While 90% of respondents to the FCA’s survey said they had training in place, no research on the long-term impact of that training exists. Effective cyber security training must be more than a tick-box exercise and form part of a wider program that supports behavior change across the organization.
Firms Need to Identify and Train High-Risk Staff
While regular employees are seen as the highest risk to organizations according to the Insider Threat report, those with privileged IT access are just behind. This is because those users typically have access to more sensitive data and are therefore a higher risk to the business.
But the FCA’s research notes that firms have difficulty identifying and managing high-risk staff and that even when they were identified, only 46% received additional training.
Providing additional specialized training to staff in high-risk areas should be a key priority for firms looking to further minimize the risk of insider threats.

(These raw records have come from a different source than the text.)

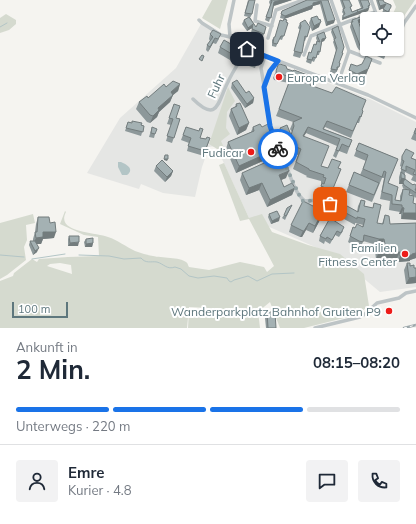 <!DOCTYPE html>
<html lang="de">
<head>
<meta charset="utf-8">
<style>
  body { margin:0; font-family:Mulish,sans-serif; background:#f2f2f3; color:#1f2937; height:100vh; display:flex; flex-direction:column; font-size:15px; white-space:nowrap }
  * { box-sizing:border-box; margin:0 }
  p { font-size:13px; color:#747a83 }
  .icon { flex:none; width:22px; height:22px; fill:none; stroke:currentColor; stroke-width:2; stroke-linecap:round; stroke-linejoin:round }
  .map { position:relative; height:328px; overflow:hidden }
  .side { display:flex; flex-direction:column; background:#fff; flex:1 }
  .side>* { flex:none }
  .fabs { position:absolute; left:360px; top:12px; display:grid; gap:8px }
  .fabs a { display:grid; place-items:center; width:44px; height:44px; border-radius:4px; background:#fff; box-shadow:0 1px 3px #0004; font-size:20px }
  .scale { position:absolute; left:12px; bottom:10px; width:56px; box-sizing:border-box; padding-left:4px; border:2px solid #5e777d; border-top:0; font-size:11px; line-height:14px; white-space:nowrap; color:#5e777d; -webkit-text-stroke:3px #fff; paint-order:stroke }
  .pin { position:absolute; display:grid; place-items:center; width:34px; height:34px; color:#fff; margin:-17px; border-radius:8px; box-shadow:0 2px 6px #0006 }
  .courier { position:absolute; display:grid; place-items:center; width:40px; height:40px; margin:-20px; border:3px solid #1a73e8; border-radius:50%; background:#fff; color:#222; box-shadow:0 1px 5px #0007 }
  .headline em { font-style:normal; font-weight:700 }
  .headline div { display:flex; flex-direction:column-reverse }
  .headline { display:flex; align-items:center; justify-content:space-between; height:68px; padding:0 16px }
  h1 { font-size:26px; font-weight:700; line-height:30px }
  .bar { display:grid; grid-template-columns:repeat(4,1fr); gap:6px 4px; align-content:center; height:48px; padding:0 16px }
  .bar i { height:5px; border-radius:3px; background:#e0e1e3 }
  .bar .on { background:#1a73e8 }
  .bar p { grid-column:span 4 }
  .line { display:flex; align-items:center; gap:10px; padding:0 16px; border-top:1px solid #e0e1e3 }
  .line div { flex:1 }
  .round { display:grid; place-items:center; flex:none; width:42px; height:42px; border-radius:4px; background:#f2f2f3 }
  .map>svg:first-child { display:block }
  .built { fill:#e5e6e4 }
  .green { fill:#d5dacf; fill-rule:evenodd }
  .water { fill:#b3c5c6 }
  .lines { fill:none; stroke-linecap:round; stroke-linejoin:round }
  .stream { stroke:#b3c5c6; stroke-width:1 }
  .street { stroke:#bdc4c6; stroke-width:3.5 }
  .rail-casing { stroke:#9ca7aa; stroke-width:2.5 }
  .rail { stroke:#fff; stroke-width:1; stroke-dasharray:3; stroke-linecap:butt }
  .wall { fill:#8d989a; fill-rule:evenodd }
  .shaded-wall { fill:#737c7d }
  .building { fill:#a4b1b3; stroke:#737c7d }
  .done { stroke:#93a3a5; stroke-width:4; stroke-dasharray:0 7.2 }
  .route { stroke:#1a73e8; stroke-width:5 }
  .poi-dot { fill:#ed1c19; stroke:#fff; stroke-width:1.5 }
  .labels { text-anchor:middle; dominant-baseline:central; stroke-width:4; stroke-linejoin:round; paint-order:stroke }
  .poi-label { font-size:12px; fill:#5e777d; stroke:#fff; text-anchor:end }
  .street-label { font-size:12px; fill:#5e777d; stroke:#fff }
</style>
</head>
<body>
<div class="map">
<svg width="416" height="328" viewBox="0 0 416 328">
  <rect width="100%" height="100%" fill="#f5f4f0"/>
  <path class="built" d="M201 24 243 50 276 65H281L370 99 416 122V287L380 292 338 257 249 218 216 146 209 147 202 167 195 197 163 193 141 184 139 189 87 173 120 118 176 68Z"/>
  <path class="green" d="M212 0H228L220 29 202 18Z
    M393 0H415L402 19 397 17 396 19 391 18 396 7Z
    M6 14 16 20V24L9 30 0 33V18Z
    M228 87 235 101 227 112 226 128 230 134 221 141 225 150 222 152 209 144Z
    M224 163 249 218 262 214 272 232 308 245 340 254 364 274 369 306 356 315 304 328H280L270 302 259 311 189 307 187 328H0V281L13 276 14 273 32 259 37 262 39 259 68 257 99 256 98 237 84 235 60 224 65 211 66 212C55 233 96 232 108 237 118 240 126 247 135 251 141 253 147 255 153 256 161 258 180 257 186 262 188 263 188 266 189 267L209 270 240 262 264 267 267 272 274 266 249 219 240 221 219 165ZM60 263 71 265 72 274 47 266 50 264Z
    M33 214 35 223 26 225 27 240 24 247 26 260 7 275 0 279V223Z
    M189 309 258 311 260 328H188Z"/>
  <path class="water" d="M118 162H121C126 164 135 169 127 175H122L118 167Z"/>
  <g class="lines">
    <path class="stream" d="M0 27 7 23
      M0 255 24 257
      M79 255 109 256 124 259 141 258C146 264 151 261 157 262 164 264 167 270 175 267L181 269 189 276 198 278 214 276 227 278 229 281 231 282 234 280 248 276 257 281 272 274 294 273
      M32 259 65 254"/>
    <path class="street" d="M331 0 349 51 338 83
      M371 0 377 16 383 19
      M257 5 255 21 272 26
      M360 17 375 12
      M199 20 202 23 221 35 230 37 237 44 247 49 368 95 416 118
      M397 25 399 21 404 23
      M230 37 229 24 234 0
      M268 38 276 10 303 0
      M397 40 404 23 416 6
      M349 51 380 63
      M304 55 311 36 355 19
      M265 56 261 68 272 133
      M265 86 271 69 278 61
      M193 99C218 124 218 101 228 82 233 70 241 60 247 49
      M277 146 282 159
      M287 168C292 180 296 197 308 203
      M303 201 322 200 330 204 326 213 320 210
      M315 328 360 317 365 314 377 303 399 298 406 293 416 291"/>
    <defs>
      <path id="rail" d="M404 328 416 325"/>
    </defs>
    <use href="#rail" class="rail-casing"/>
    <use href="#rail" class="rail"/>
  </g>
  <path class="wall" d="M248 0 252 14 250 18V17L256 27H266L263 37 251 33 252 28 247 31 242 24 244 20 249 17 244 16Z
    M270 0H292L274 6 269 22 265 20 270 5 269 2Z
    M307 0H328L334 23 326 26 320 4 313 6 312 9 284 19 286 22 288 23 282 40 279 39 276 47 272 46V40L274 37H275L284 19 280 18 282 11Z
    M340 0H349L352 12 361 8 358 0H368L370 5 368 11 357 14 342 20V18L343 15H344L342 12 343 9Z
    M376 0H383L384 2 390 11 387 15 382 13 384 8 379 10Z
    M369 14 383 17 389 19H367Z
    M311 18 319 27 312 31 309 23Z
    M352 20 360 23H359L367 48 365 52 359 50 357 47 350 27Z
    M300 23 310 27 305 41H304L302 53 300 58 293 56 300 30 298 28Z
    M338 26 339 63H340L336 74 330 72 336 51 333 42 334 40 331 32 332 29Z
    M210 34 219 39 216 44 213 43 208 52 206 50 207 45 210 41 209 39Z
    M317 35 326 38 324 41 322 42 319 55H317L314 62 312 61 311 64 306 62 309 52 311 53 317 41 316 38Z
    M220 47 239 55 235 63 218 53Z
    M379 49H388L384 59 377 56Z
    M253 55 259 57 255 68 249 66Z
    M351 64 366 75 355 79 347 76Z
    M287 69 310 85 363 111 359 123H357L351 138 325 127 324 129 352 140 347 154 339 151 336 158 333 156 337 146 306 133 304 136 321 166 328 168H339L341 169 329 197 318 193 322 184 321 183V181L306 177 307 176 293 169 298 155 285 150 278 135 280 128 291 135 292 132 290 129 293 122 276 116 289 83 274 80 273 78 276 71Z
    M232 83 246 93 254 98 253 103 245 108 231 88Z
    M180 84 178 91 173 95 170 102 159 112 157 117 150 123 147 122 136 109 139 102 148 98 166 87Z
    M174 104 176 118 180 119 172 143 166 141 171 125 167 124Z
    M236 104 249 123 246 130 237 135 229 116 231 109 235 107Z
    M128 122 144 126 141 136 125 131Z
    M152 127 155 134 154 138 149 137Z
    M186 127 200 138 206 139 210 138 204 156 187 151 189 143 181 140Z
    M253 127H262L279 148 276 155 236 173 226 149 228 142 251 132Z
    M416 128V141L411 139Z
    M359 143 398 159 388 183 395 200 400 201V196L403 189H405L403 188 402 185 403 184H399V177L402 167 400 166 402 156 412 158 416 160V182L411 180 413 176 405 172 404 182 413 185H416V198L414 196 401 219V214H399L400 212 389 210 390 201 380 199 384 178H382L372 202 346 192 354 172 360 175 366 161 354 156ZM409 193 414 196 409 195Z
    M156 166 173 171 171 176 165 182 154 171Z
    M242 173 286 178 281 180 284 187 295 188 292 195 267 207 259 190 246 195 240 180Z
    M361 200 364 206 373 208 374 203 377 223 382 224 385 215 390 224 416 223V258L410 260V261L398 262 397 258 376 259 375 251 377 245 363 241 361 248 356 247 348 242 353 227 355 228 362 226 363 225 355 223V225L333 213 335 207 357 212 358 206Z
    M292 205 285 220 282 218 284 215Z
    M323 211 321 218 313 233 306 230 302 237H300L289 232 291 225Z
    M269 214 279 221 271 224 268 217Z
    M38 217 50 223 54 238 43 239 41 244H36L37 252 33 255 29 245 30 241H33V239L35 232 36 224Z
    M330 218 343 231 339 237 335 235 330 244 325 241 324 244 319 241 320 236Z
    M69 236 78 246H68V239Z
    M86 239 93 243 92 247H85L84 242Z
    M407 263 414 268H416V283L406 284 404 270Z
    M267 312 276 328H266L265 318Z"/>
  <path class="shaded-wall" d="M282 0H292L273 6 274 2Z
    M321 1 320 4 313 6 312 9 284 19 285 16 313 3Z
    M386 4 384 8 379 10 380 6Z
    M369 8 368 11 357 15 358 12Z
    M358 12 357 15 342 20 343 18Z
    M361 19 360 23 356 24 358 20Z
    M335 20 334 23 326 26 327 22Z
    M321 22 319 27 312 31 314 26Z
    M253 24 252 28 247 31 248 28Z
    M215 38 213 43 208 52 210 47Z
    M326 38 324 41 321 42 322 39Z
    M241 50 239 55 235 63 237 57Z
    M370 65 366 75 355 79 357 74Z
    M180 84 178 91 173 95 170 102 159 112 157 117 150 123 153 116 158 108 171 92Z
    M254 98 253 103 245 108 247 104Z
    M249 123 246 130 237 135 239 128Z
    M308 127 306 133 300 142 303 136Z
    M279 148 276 155 236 173 239 166Z
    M164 159H168L167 161 164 160Z
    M173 171 171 176 165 182 167 177Z
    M289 171 286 178 276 182 279 175Z
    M401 178 405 179 403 184H399Z
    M262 183 259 190 246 195 249 188Z
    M295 188 292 195 267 207 270 200Z
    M402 207 404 208 401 214H399Z
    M323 211 321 218 313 233 315 226Z
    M403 213H416V220L401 219Z
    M280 217 279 221 271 224 272 221Z
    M309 223 306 230 302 237H300L303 231Z
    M43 232H56L54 238 43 239 41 244H33L36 238Z
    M379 239H384L382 245H377Z
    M79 242 78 246H68L70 243Z
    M93 243 92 247H85L86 244Z
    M39 248 37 252 33 255 35 251Z
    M400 252 397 258 376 259 378 254Z
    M416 253V258L410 260V261L398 262 400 256Z
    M416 277V283L406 284 409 278Z"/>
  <path class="building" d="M249 0H255L252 14 245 13Z
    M271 0H282L274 2 271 18 266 17 272 1Z
    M307 0H328L335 20 327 22 321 1 313 3V5L285 16 281 14 282 11Z
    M342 0H349L352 6 350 7 352 12 357 10 358 12 343 18V15L345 14 343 9 345 8Z
    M360 0H368L370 5 368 6 369 8 358 12 357 10 363 8Z
    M378 0H383L384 2 391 5V7L388 12 383 9 386 4 380 6Z
    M374 12 379 14 383 17 389 19H373L371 18 369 14Z
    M317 16 319 20 320 19 321 22 314 26 311 18Z
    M249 17 256 27 258 23 266 27 264 34 252 29 253 24 248 28 244 20Z
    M360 17 361 19 358 20 365 41 367 42V48L360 46 359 43 351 22H353L352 20Z
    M284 19 287 20 286 22 288 23 284 36H281L277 44 273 43 274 37H275L280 20 283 21Z
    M305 20 310 27 307 37 305 36 302 53 294 51 301 26 300 23Z
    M338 26 344 47 342 53H343L339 63H340L339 67H337V70L331 69 337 48 334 39 336 38 332 29Z
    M213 30 221 34 218 39 215 38 210 47 207 45 213 37 210 34Z
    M324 32 326 38 322 39 320 52 318 51 316 58 313 57 312 60 307 59 309 52 311 53 314 44 316 45 317 41 320 42 317 35Z
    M224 40 241 50 237 57 220 47Z
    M379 49H388L386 53 378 50Z
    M202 55 204 56 202 61 199 59Z
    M253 55 259 57 256 64 250 62Z
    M366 56 372 59 368 69 357 74 349 70 351 64 357 66 362 64Z
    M280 64 286 66 287 69 293 71 294 70 313 77 310 85 332 93 336 87 366 100 362 110 363 111 361 117 360 116 353 131 327 121 323 129 352 140 349 147 342 144 339 151 336 150 340 139 308 127 303 136 329 146 321 166 328 168 332 159 341 162 338 168 341 169 332 191 321 186 322 183 324 184 326 178 323 177 324 175 309 170V169L296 162 301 149 287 143 280 128 287 125 291 135 294 126 293 122 302 118 279 109 291 77 277 73 276 71 278 65Z
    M237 80 246 93 249 91 254 98 247 104 232 83Z
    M173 81 180 84 171 92 173 95 158 108 159 110 153 116 150 115 139 102 147 96 148 98 164 84 166 87Z
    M240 103 249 123 239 128 231 109 237 106 236 104Z
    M174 104 180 106 176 118 180 119 174 138 167 136 173 119 169 118Z
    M132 121 142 123 141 125 144 126 143 132 126 128 128 122 132 123Z
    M260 124 262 127 268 124 279 148 239 166 228 142 254 131 253 127Z
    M152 127 157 129 155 134 151 133Z
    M186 127 199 131 200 128 203 129 200 138 206 139 207 137 210 138 205 151 188 146 191 138 183 135Z
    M416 128V134L414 133Z
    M359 143 398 159 388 183 398 187 395 200 401 201 403 189 410 190 409 195 414 196 413 203 416 204V213H403L404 208 402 207V205L392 204V195L382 192 386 172 384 171 382 177 363 169 368 155 356 150Z
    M406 149 414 153 411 158 416 160V175L413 174 415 170 406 166V171L401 169 404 161 402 160V156Z
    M165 155H168V159H164Z
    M282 155 289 171 279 175 284 187 292 183 295 188 270 200 262 183 249 188 242 173Z
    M162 160 173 171 167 177 156 166Z
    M354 172 379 183 374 195 349 185Z
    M401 172 405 175V179L401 178Z
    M405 179 413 185 414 184 416 185V188L415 190H416V193L404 185 403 182Z
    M361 200 365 201 364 206 373 208 374 203 381 205 377 223 383 224 385 215 389 216 390 224 416 223V253L412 254V255L400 256V252L378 254 377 245 385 244 384 239H379L364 235 363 242 359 241 350 236 353 227 355 228 357 224 363 227 365 219 357 217V219L335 207 338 201 358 212Z
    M303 201 323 211 315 226 309 223 304 231H303L291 225Z
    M292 205 286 216 284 215 287 208Z
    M277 211 280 217 272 221 269 214Z
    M38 217H49L50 223 55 222 56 232H43V237L36 238 35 232H37Z
    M330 218 344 227 341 233 337 231 332 240 327 237 326 239 320 236Z
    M69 236H79V242L70 243Z
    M93 238V243L86 244V239Z
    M30 241H35L39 248 35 251Z
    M407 263H410V266L414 265V268H416V277L409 278Z
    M267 312H275L276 328H268Z"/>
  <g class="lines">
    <path class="done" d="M278 149 301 199 303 201 322 200 330 204"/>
    <path class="route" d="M247 49 278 61 270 71 264 87 270 126 278 149"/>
  </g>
  <g class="poi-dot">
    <circle cx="279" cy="77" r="4"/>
    <circle cx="251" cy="152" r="4"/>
    <circle cx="405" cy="254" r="4"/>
    <circle cx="389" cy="311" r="4"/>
  </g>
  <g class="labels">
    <g class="poi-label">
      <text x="287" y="77" text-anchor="start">Europa Verlag</text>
      <text x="243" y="152">Fudicar</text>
      <text x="397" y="247">Familien<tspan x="397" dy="14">Fitness Center</tspan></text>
      <text x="381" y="311">Wanderparkplatz Bahnhof Gruiten P9</text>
    </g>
    <g class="street-label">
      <text transform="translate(216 86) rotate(-65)">Fuhr</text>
    </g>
  </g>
</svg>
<div class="fabs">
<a><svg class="icon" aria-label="locate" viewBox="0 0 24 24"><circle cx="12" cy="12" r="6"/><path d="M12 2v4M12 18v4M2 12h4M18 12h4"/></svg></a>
</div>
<div class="scale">100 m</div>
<div class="pin" style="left:330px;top:204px;background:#ea580c"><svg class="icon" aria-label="bag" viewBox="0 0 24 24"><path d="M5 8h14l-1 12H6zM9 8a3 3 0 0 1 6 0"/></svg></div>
<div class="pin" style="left:247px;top:49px;background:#1f2937"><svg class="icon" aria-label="home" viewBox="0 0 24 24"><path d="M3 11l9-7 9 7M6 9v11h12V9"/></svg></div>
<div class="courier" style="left:278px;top:149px"><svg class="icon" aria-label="bike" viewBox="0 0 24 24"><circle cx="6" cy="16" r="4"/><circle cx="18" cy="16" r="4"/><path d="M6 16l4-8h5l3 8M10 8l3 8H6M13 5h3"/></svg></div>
</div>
<section class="side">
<div class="headline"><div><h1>2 Min.</h1><p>Ankunft in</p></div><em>08:15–08:20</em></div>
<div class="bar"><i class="on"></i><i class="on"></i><i class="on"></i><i></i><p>Unterwegs · 220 m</p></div>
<div class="line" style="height:72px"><a class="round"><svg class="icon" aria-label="person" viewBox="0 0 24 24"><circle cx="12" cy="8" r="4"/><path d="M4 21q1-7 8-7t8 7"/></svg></a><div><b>Emre</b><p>Kurier · 4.8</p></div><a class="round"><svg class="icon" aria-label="chat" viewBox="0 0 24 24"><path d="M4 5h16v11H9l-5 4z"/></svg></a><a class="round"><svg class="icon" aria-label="phone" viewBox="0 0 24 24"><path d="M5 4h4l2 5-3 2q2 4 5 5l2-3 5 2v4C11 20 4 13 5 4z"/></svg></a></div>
</section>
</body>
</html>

Increased Accountability Is Needed for Senior-Level Staff
While there is a strong focus on the behavior of frontline staff when it comes to cyber security threats, the FCA’s research also notes that senior staff need to take responsibility for having an overall strategy in place to increase their organization’s resilience to cyber security threats.
The report notes that firms who are subject to the Senior Managers and Certification Regime (SMCR) often have a clearer structuring of roles and responsibility and ownership of a cyber security strategy, and that “Effective governance at senior levels is essential to creating an environment for effective resilience throughout an organization, whatever its size”.
Culture Change and Training Is Required to Minimize the Risk of Insider Threats
The final point of Megan Butler’s speech was that a strong security culture was ultimately the key to organizations developing stronger resilience to cyber security threats:
“By creating a positive security culture you can build a truly resilient business. You can use the eyes and ears of your firm to react and respond to threats quickly (and accurately) and hopefully deal with issues before they ever become an incident. Recognising this success then helps to build and reinforce that secure culture.”
This is a people-centric approach and it requires everyone in the business – from top to bottom – to change behaviors and increase accountability for minimizing threats that may face the business.
Cyber security training can play an important starting point in this move for change. But it must be backed up by initiatives and strategies to embed a strong security culture throughout the business.